*RECORDS TO USE*.

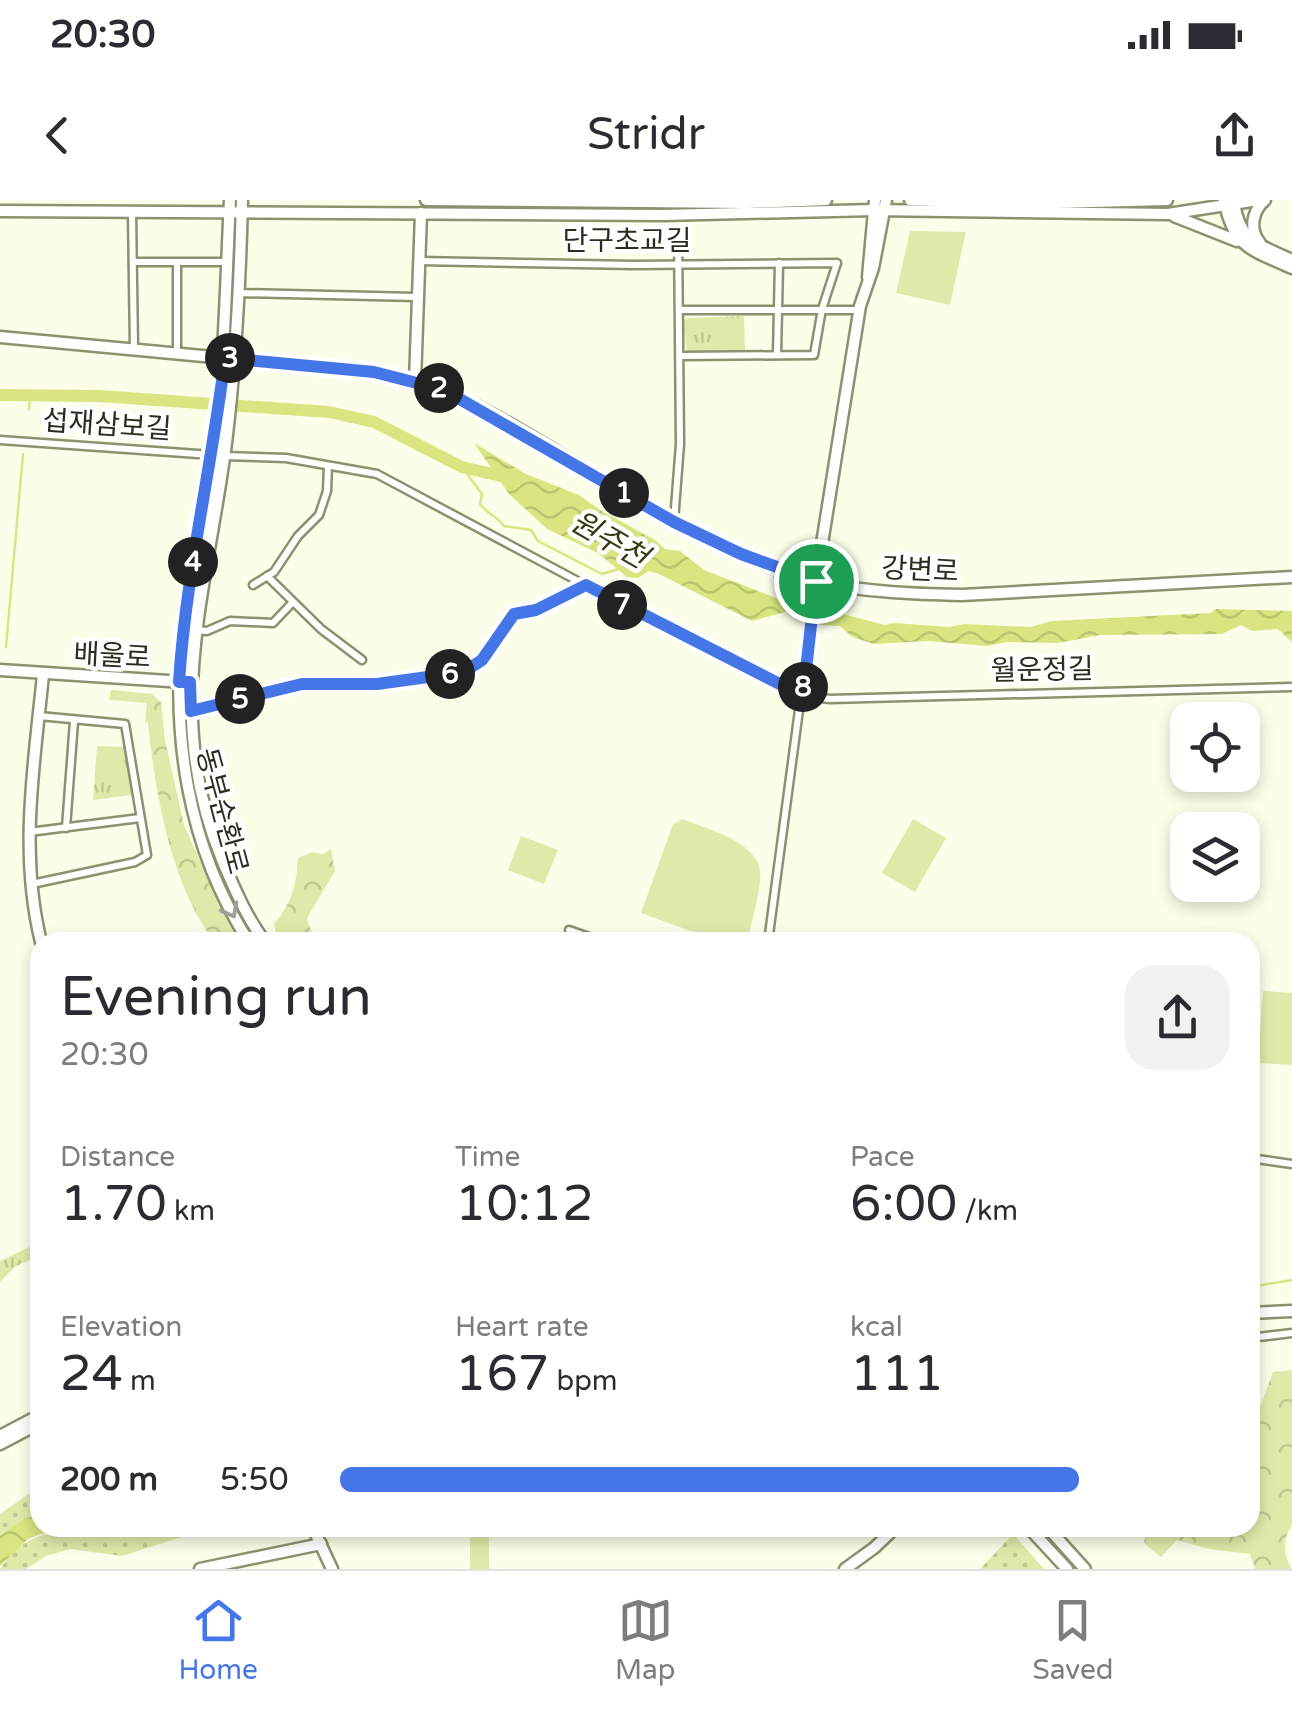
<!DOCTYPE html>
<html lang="en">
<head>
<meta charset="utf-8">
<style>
	:root { --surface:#fff; --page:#f2f2f3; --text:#2b2b33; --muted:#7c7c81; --line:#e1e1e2; --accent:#4576e7 }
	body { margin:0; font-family:"Varela Round","Noto Sans KR",sans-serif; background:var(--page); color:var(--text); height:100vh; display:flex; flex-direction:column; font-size:38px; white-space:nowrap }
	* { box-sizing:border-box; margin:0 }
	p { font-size:32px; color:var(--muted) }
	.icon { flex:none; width:55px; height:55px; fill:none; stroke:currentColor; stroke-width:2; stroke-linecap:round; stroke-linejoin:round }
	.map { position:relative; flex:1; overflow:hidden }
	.details { position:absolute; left:30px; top:732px; width:1230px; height:605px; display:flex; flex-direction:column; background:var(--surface); border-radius:30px; box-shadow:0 5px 15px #0003 }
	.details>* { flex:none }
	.tools { position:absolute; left:1170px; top:502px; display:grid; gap:20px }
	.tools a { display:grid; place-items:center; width:90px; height:90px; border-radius:20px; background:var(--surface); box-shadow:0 5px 15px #0003; font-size:50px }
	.pin { position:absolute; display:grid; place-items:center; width:85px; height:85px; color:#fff; margin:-42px; border:5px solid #fff; border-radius:50%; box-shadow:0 2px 10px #0007 }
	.km { position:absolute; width:50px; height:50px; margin:-25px; border-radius:50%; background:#222; color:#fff; font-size:28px; line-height:50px; text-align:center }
	.round { display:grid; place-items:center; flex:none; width:105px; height:105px; border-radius:30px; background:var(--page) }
	.headline { display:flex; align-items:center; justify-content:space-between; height:170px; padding:0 30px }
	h1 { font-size:55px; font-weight:600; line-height:75px }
	.figures { display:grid; grid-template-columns:repeat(3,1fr); gap:15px; height:170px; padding:10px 30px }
	.figures div { display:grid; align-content:center }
	.figures b { font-size:50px; font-weight:600 }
	.figures small { font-size:28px; font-weight:400 }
	.figures p { font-size:28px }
	ul { padding:0 30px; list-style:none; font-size:32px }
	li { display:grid; grid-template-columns:160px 120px 1fr; align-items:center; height:75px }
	li i { height:25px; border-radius:12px; background:var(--accent) }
	.status { display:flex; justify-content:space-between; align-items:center; height:70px; padding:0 50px; background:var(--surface); direction:ltr }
	.status svg { height:28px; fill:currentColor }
	header { display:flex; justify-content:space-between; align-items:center; height:130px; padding:0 30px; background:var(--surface); font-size:45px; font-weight:600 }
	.dock { display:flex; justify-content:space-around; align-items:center; height:140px; border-top:2px solid var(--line); background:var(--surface); font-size:28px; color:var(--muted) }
	.dock a { display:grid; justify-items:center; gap:5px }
	.dock .on { color:var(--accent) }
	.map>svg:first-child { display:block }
</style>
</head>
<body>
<div class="status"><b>20:30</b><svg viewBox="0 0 49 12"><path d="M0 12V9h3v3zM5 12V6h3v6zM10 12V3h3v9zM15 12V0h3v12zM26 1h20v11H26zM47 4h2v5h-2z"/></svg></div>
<header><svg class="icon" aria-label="back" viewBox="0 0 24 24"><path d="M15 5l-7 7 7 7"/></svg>Stridr<svg class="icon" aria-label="share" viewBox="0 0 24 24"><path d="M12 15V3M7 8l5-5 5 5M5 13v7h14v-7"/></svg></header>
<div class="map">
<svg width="1292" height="1369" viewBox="0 0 1292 1369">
	<defs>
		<pattern id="grass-dots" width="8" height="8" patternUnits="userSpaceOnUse" patternTransform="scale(2.5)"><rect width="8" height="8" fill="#e1e9aa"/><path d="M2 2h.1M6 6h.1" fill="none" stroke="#c1c892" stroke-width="1.8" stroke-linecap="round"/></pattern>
		<pattern id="forest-crowns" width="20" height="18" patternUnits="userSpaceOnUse" patternTransform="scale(2.5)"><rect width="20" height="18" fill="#e1e9aa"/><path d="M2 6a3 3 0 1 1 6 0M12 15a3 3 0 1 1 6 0" fill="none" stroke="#c1c892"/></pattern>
		<pattern id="park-tufts" width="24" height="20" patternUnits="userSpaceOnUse" patternTransform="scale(2.5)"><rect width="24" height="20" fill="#e1e9aa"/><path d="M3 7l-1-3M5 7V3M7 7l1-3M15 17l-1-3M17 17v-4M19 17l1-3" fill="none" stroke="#c1c892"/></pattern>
		<pattern id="water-waves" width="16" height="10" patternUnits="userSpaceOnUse" patternTransform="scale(2.5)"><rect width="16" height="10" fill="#dae581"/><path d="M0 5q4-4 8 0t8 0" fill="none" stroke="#bbc56f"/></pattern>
	</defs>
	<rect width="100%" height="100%" fill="#fbfee8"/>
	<g fill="url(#grass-dots)">
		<path d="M 40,1292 L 40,1316 L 24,1318 L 0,1336 L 0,1314 L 30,1293 Z"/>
		<path d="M 156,1328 L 194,1328 L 185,1336 L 122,1356 L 70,1349 L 46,1356 L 26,1369 L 0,1369 C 44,1304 96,1350 156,1328 Z"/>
		<path d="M 1013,1334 L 1044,1369 L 980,1369 Z"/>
	</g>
	<g fill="url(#forest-crowns)">
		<path d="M 111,490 L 152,494 L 161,502 L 165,540 L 184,625 L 217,699 L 243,742 L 215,742 C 171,687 155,592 148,523 L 145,522 L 147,503 L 109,500 Z"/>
		<path d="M 331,649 L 335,671 L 307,718 L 314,742 L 278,742 L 274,724 C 292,703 296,686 298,658 L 312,652 L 323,654 Z"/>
		<path d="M 1292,1170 L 1292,1325 C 1282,1339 1283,1355 1292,1369 L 1255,1369 L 1250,1354 L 1209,1349 L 1177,1340 L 1161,1357 L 1144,1343 L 1147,1328 L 1250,1328 L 1253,1260 L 1250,1224 L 1258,1212 L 1273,1172 Z"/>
	</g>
	<g fill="url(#park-tufts)">
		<path d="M 744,116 L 745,152 L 687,153 L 683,122 L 687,118 Z"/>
		<path d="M 97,546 L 125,547 L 132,595 L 93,600 Z"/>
		<path d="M 40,1042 L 40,1056 L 16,1066 L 0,1082 L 0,1061 Z"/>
	</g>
	<g fill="#e1e9aa">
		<path d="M 910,31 L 966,32 L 950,105 L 896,93 Z"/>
		<path d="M 683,619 C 706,629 757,641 760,671 C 762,689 751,723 747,742 L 721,742 L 641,713 L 673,624 Z"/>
		<path d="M 913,619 L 946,638 L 915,692 L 882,673 Z"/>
		<path d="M 521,636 L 558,650 L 544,684 L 508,670 Z"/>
		<path d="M 1263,791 L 1292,793 L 1292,865 L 1258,863 Z"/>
		<rect x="470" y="1328" width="19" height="41"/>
	</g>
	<g fill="url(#water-waves)">
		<path d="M 474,243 L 526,274 L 579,295 L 600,310 L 655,340 L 665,349 L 680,351 L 704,370 L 799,407 L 831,411 L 885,425 L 894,423 L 949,427 L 964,424 L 1030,427 L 1052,421 L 1211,413 L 1216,409 L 1292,411 L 1292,442 L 1278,429 L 1252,431 L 1241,425 L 1222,434 L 1100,435 L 1058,443 L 1007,442 L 987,446 L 928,441 L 874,444 L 852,437 L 840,426 L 803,424 L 789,411 L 752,421 L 659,374 L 649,371 L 638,378 L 627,377 L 598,353 L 547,329 L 509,294 Z"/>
		<path d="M 40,1316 L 40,1328 L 155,1328 L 116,1336 L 66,1330 L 46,1332 L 28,1339 L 0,1366 L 0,1336 L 24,1318 Z"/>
	</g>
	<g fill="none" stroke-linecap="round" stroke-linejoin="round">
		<g stroke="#dae581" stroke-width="2.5">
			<path d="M 29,209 L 30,196"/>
			<path d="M 462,267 L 482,294 L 480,304 C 486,313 497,316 504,326 L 531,330 L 538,341 L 602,374 L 619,369"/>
			<path d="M 6,447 L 23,254"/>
			<path d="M 1250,1087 L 1292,1080"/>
		</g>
		<path stroke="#dae581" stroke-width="12" d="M 0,195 L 99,196 L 329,212 L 374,222 L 462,267 L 509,278"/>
		<defs>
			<g id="street">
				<path d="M 132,14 L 134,148"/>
				<path d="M 419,61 L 634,65 L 837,63 L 822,109 L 814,155 L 680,156"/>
				<path d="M 133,62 L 227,62"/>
				<path d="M 177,63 L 177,153"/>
				<path d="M 238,93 L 416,97"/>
				<path d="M 680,110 L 859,110"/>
				<path d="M 777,155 L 779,63"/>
				<path d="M 0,240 L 212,255"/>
				<path d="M 225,256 L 286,258 L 377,274 L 677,434 L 803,496 L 830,499 L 1292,487"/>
				<path d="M 674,321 L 680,244 L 678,32"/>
				<path d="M 267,376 L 321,429 L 362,460"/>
				<path d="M 253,385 L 274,372 L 298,336 L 319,315 L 327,291 L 328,266"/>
				<path d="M 195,430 L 207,431 L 230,421 L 273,423 L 292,403"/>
				<path d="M 192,511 L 302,484 L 377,484 L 464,472 L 483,460 L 514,414 L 536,410 L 585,385"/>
				<path d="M 66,628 L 74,521"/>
				<path d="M 29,632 L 140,618"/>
				<path d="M 32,684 L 135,662 L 147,655 L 125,524 L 39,516"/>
				<path d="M 569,730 L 603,742"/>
				<path d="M 768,742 L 816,383"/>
				<path d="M 1250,958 L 1292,964"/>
				<path d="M 1250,1138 L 1292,1133"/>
				<path d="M 33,1227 L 40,1241"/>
			</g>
			<g id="secondary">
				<path d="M 230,0 C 226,79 225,156 215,235 C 206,297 189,359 183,422 C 171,534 187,647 249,742"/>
				<path d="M 242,0 C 240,81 236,162 226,243 C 207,392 161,514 223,662 C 235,690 247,718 265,742"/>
				<path d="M 426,0 L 746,3 L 826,0"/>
				<path d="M 910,0 L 1015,4 L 1167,0"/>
				<path d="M 1224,0 C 1234,48 1250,49 1292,68"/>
				<path d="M 1234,2 C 1239,42 1260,45 1292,60"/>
				<path d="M 0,11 L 663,15 L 874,10 L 1168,14 L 1258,0"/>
				<path d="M 1174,16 L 1237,41"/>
				<path d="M 1260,43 C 1249,30 1252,11 1265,0"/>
				<path d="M 868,77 L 875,0"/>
				<path d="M 0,137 L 374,172 C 398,177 424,181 447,191 C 525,228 596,278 671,320 C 715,345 768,370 818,382 C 865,392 914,394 962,395 L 1292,377"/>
				<path d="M 415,181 L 421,13"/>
				<path d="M 816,381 L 860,106 L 873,68 L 886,0"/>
				<path d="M 0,470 L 184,482"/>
				<path d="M 41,742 C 19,653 34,565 43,475"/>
				<path d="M 1250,1113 L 1292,1111"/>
				<path d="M 0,1236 L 40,1215"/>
				<path d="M 0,1244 L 40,1223"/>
				<path d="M 313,1328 L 332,1369"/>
				<path d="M 1029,1328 L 1067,1369"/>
				<path d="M 1048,1328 L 1085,1369"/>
				<path d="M 200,1369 L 321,1344"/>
				<path d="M 845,1369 L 874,1348 L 895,1328"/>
			</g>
		</defs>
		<use href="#street" stroke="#8c916f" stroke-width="11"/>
		<use href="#secondary" stroke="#8c916f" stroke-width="15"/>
		<use href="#street" stroke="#fff" stroke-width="6"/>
		<use href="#secondary" stroke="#fff" stroke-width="10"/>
	</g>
	<defs><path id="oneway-chevron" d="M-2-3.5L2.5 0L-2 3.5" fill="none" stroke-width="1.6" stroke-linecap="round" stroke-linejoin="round" transform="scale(2.5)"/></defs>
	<use stroke="#9fa09a" href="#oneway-chevron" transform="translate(231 711) rotate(62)"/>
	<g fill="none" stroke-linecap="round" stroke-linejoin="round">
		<defs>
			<path id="route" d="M 225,158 L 374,172 L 444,190 L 674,322 L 741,354 L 816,381 L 803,496 L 586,385 L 536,410 L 514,414 L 482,460 L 464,472 L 377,484 L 302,484 L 191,511 L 190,482 L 179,482 C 186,373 212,266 225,158 Z"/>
		</defs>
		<use href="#route" stroke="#fff" stroke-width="20"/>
		<use href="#route" stroke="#4576e7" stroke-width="12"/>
	</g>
	<g text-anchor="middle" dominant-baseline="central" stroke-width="9" stroke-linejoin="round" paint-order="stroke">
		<g font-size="28" fill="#2a2c1e" stroke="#fff">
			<text x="627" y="41">단구초교길</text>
			<text transform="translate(107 225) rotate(4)">섭재삼보길</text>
			<text transform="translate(920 370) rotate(3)">강변로</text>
			<text transform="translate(112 456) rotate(3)">배울로</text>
			<text transform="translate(1042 470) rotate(-1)">월운정길</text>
			<text transform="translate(222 611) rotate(75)">동부순환로</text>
		</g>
		<g font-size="30" font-style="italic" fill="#363a0f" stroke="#fff">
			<text transform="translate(609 340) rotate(30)">원주천</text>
		</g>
	</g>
</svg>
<div class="tools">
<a><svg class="icon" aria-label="locate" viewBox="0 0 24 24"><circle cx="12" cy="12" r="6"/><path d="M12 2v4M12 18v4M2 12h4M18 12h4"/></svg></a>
<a><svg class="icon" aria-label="layers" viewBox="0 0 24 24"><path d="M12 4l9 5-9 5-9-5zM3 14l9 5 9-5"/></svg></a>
</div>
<div class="pin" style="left:816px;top:381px;background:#1e9e55"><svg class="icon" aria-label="arrive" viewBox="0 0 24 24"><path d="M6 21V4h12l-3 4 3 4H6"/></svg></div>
<b class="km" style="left:624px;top:293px">1</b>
<b class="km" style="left:439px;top:188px">2</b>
<b class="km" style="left:230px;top:158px">3</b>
<b class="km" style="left:193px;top:362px">4</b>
<b class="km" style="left:240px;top:499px">5</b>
<b class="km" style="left:450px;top:474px">6</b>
<b class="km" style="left:622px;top:405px">7</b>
<b class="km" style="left:803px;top:487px">8</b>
<section class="details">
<div class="headline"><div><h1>Evening run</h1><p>20:30</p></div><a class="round"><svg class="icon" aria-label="share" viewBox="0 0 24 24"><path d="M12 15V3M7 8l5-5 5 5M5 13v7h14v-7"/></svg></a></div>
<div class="figures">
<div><p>Distance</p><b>1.70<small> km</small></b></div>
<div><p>Time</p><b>10:12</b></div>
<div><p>Pace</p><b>6:00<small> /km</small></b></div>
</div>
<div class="figures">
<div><p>Elevation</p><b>24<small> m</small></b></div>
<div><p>Heart rate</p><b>167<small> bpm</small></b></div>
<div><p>kcal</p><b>111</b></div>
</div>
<ul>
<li><b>200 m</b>5:50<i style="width:83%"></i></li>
</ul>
</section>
</div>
<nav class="dock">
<a class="on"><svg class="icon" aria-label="home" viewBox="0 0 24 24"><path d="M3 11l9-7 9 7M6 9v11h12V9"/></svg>Home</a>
<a><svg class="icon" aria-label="map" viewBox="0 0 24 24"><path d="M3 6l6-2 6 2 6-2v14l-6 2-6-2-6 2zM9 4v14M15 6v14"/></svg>Map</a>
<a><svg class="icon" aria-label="saved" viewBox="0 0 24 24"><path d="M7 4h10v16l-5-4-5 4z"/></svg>Saved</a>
</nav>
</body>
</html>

*ACTIVITY*. Copy the records above exactly, beginning at the line that contains "position:absolute; left:30px; top:732px;" and stopping after the line that contains "padding:0 30px; list-style:none;".

*EXPECTED ANSWER*.
	.details { position:absolute; left:30px; top:732px; width:1230px; height:605px; display:flex; flex-direction:column; background:var(--surface); border-radius:30px; box-shadow:0 5px 15px #0003 }
	.details>* { flex:none }
	.tools { position:absolute; left:1170px; top:502px; display:grid; gap:20px }
	.tools a { display:grid; place-items:center; width:90px; height:90px; border-radius:20px; background:var(--surface); box-shadow:0 5px 15px #0003; font-size:50px }
	.pin { position:absolute; display:grid; place-items:center; width:85px; height:85px; color:#fff; margin:-42px; border:5px solid #fff; border-radius:50%; box-shadow:0 2px 10px #0007 }
	.km { position:absolute; width:50px; height:50px; margin:-25px; border-radius:50%; background:#222; color:#fff; font-size:28px; line-height:50px; text-align:center }
	.round { display:grid; place-items:center; flex:none; width:105px; height:105px; border-radius:30px; background:var(--page) }
	.headline { display:flex; align-items:center; justify-content:space-between; height:170px; padding:0 30px }
	h1 { font-size:55px; font-weight:600; line-height:75px }
	.figures { display:grid; grid-template-columns:repeat(3,1fr); gap:15px; height:170px; padding:10px 30px }
	.figures div { display:grid; align-content:center }
	.figures b { font-size:50px; font-weight:600 }
	.figures small { font-size:28px; font-weight:400 }
	.figures p { font-size:28px }
	ul { padding:0 30px; list-style:none; font-size:32px }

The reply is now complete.